> [What you are asked to do]
Repeat exactly the lines from the start of the entries below through the line containing "position:absolute; display:grid; place-items:center;". Omit the rest.

Extracted records:

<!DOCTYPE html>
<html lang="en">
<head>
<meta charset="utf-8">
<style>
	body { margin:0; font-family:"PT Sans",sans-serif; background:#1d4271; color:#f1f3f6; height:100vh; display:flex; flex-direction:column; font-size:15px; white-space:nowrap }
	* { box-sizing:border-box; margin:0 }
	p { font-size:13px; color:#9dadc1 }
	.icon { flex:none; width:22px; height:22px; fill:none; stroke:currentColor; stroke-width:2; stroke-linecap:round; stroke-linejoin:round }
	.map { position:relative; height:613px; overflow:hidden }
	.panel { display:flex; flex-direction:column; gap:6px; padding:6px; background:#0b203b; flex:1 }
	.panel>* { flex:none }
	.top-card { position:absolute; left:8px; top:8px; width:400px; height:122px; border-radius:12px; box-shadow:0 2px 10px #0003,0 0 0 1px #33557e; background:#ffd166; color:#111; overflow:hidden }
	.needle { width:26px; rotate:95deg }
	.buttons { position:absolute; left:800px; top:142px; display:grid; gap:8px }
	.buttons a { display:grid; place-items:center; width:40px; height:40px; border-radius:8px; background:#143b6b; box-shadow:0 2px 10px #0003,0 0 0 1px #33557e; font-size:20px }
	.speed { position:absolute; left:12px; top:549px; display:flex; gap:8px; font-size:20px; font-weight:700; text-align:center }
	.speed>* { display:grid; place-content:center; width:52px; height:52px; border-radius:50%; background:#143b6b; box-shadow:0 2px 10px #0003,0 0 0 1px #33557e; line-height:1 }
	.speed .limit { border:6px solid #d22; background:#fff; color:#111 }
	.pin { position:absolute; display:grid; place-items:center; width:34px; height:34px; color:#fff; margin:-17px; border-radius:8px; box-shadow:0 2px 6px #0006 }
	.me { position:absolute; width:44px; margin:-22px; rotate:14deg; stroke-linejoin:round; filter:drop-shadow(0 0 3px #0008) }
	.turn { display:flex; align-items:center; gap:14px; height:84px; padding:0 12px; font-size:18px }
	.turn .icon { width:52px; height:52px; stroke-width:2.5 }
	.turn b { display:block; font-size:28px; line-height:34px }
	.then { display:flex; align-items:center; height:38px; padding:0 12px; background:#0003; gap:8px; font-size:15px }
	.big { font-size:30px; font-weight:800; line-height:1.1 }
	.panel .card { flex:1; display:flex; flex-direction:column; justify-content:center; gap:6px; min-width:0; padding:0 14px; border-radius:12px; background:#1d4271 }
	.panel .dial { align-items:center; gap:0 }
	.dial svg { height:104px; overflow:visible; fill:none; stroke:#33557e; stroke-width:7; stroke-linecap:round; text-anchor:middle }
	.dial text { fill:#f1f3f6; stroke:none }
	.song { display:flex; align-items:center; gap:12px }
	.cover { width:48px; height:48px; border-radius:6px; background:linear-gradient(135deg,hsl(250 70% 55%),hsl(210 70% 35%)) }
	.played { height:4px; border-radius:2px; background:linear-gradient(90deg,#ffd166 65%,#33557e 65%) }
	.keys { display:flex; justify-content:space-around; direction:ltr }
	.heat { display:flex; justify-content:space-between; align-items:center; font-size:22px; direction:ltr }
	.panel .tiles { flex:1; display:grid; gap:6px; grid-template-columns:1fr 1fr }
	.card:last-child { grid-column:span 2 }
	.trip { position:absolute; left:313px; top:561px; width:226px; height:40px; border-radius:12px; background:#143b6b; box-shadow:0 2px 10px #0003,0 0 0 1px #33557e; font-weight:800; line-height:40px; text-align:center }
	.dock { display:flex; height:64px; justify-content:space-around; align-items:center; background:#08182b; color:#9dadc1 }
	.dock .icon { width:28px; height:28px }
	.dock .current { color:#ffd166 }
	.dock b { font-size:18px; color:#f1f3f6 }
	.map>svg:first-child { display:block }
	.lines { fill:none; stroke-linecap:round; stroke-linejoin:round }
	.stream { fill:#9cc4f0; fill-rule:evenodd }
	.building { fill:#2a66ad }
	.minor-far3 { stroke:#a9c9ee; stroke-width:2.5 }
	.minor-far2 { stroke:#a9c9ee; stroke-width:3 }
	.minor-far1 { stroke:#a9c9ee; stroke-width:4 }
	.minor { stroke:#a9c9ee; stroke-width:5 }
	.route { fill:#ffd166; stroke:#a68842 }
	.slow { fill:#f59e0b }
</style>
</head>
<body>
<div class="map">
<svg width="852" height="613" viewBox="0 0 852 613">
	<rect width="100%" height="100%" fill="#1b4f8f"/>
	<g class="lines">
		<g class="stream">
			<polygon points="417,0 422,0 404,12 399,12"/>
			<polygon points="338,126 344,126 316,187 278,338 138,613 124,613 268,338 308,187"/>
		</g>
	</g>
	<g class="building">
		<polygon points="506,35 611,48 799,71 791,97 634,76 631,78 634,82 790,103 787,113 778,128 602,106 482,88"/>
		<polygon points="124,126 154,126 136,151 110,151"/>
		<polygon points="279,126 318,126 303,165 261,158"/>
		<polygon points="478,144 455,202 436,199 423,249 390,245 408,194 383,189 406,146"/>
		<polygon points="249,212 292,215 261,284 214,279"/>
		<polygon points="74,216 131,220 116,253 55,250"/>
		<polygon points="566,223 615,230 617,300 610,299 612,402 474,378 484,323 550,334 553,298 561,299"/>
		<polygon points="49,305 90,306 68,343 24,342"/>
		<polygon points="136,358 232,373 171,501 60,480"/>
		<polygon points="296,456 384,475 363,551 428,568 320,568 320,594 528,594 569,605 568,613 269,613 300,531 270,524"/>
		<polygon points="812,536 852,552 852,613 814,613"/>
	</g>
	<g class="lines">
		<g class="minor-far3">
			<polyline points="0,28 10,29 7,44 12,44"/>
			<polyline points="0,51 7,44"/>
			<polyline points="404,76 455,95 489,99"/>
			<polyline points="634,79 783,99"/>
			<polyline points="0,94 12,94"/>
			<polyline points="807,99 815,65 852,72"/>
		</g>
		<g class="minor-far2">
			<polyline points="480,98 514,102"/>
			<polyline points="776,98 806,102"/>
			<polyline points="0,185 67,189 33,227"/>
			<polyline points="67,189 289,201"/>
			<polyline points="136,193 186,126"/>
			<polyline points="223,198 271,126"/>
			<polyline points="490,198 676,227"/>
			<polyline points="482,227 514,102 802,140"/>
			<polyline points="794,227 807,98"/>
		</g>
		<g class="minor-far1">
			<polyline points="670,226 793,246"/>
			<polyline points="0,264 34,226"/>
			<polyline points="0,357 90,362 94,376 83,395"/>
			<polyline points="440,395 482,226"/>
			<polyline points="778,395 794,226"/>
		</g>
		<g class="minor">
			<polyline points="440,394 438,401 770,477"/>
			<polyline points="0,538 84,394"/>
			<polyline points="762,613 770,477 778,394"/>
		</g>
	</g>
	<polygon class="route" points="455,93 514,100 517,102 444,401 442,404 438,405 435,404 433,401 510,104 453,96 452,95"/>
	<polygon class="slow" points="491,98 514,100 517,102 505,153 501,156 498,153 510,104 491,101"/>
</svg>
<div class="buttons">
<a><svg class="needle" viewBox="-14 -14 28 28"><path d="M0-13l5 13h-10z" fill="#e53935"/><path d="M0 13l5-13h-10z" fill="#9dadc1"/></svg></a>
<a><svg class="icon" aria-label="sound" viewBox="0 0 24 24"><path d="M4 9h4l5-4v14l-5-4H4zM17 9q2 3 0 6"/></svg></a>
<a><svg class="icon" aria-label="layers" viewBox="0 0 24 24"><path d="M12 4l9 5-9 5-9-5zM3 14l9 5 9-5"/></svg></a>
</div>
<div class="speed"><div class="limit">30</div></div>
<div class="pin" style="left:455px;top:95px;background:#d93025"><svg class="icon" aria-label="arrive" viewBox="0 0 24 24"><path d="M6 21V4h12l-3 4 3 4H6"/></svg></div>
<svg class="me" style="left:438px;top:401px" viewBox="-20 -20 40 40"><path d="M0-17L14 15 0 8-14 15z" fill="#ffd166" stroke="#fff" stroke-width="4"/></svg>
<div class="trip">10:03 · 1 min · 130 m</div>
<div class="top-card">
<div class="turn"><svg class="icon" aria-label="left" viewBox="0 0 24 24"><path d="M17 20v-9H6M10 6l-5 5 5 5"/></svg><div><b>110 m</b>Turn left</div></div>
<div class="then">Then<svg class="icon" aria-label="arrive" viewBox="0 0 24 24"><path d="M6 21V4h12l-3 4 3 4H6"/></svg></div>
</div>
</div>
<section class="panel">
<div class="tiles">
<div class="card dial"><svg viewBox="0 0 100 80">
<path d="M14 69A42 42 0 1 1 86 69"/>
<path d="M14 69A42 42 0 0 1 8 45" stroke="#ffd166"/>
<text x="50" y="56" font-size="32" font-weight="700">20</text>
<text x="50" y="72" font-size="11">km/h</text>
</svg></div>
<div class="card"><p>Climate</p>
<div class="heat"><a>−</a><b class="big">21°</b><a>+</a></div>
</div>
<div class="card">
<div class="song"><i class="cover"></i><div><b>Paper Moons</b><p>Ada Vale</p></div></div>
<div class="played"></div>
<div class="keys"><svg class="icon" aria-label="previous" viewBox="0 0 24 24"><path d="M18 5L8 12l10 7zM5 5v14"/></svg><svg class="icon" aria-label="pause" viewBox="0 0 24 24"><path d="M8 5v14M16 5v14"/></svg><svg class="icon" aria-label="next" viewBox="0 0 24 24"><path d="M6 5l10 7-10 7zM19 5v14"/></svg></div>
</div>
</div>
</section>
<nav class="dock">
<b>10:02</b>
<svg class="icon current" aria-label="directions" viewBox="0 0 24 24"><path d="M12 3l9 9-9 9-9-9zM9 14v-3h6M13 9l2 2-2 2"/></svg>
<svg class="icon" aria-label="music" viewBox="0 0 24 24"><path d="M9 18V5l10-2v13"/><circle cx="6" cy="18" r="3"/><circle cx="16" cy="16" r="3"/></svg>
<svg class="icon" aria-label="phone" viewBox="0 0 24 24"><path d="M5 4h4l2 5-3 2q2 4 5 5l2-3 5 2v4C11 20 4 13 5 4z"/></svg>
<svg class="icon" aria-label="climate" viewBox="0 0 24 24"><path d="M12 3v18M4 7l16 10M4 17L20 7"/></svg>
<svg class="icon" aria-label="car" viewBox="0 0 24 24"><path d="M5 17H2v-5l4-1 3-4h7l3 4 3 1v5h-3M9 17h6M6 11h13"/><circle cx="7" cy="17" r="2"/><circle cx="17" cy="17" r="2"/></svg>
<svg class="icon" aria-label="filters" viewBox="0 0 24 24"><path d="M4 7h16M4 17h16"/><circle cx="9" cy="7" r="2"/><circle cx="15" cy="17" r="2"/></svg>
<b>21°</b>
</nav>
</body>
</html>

> [Result of the exercise]
<!DOCTYPE html>
<html lang="en">
<head>
<meta charset="utf-8">
<style>
	body { margin:0; font-family:"PT Sans",sans-serif; background:#1d4271; color:#f1f3f6; height:100vh; display:flex; flex-direction:column; font-size:15px; white-space:nowrap }
	* { box-sizing:border-box; margin:0 }
	p { font-size:13px; color:#9dadc1 }
	.icon { flex:none; width:22px; height:22px; fill:none; stroke:currentColor; stroke-width:2; stroke-linecap:round; stroke-linejoin:round }
	.map { position:relative; height:613px; overflow:hidden }
	.panel { display:flex; flex-direction:column; gap:6px; padding:6px; background:#0b203b; flex:1 }
	.panel>* { flex:none }
	.top-card { position:absolute; left:8px; top:8px; width:400px; height:122px; border-radius:12px; box-shadow:0 2px 10px #0003,0 0 0 1px #33557e; background:#ffd166; color:#111; overflow:hidden }
	.needle { width:26px; rotate:95deg }
	.buttons { position:absolute; left:800px; top:142px; display:grid; gap:8px }
	.buttons a { display:grid; place-items:center; width:40px; height:40px; border-radius:8px; background:#143b6b; box-shadow:0 2px 10px #0003,0 0 0 1px #33557e; font-size:20px }
	.speed { position:absolute; left:12px; top:549px; display:flex; gap:8px; font-size:20px; font-weight:700; text-align:center }
	.speed>* { display:grid; place-content:center; width:52px; height:52px; border-radius:50%; background:#143b6b; box-shadow:0 2px 10px #0003,0 0 0 1px #33557e; line-height:1 }
	.speed .limit { border:6px solid #d22; background:#fff; color:#111 }
	.pin { position:absolute; display:grid; place-items:center; width:34px; height:34px; color:#fff; margin:-17px; border-radius:8px; box-shadow:0 2px 6px #0006 }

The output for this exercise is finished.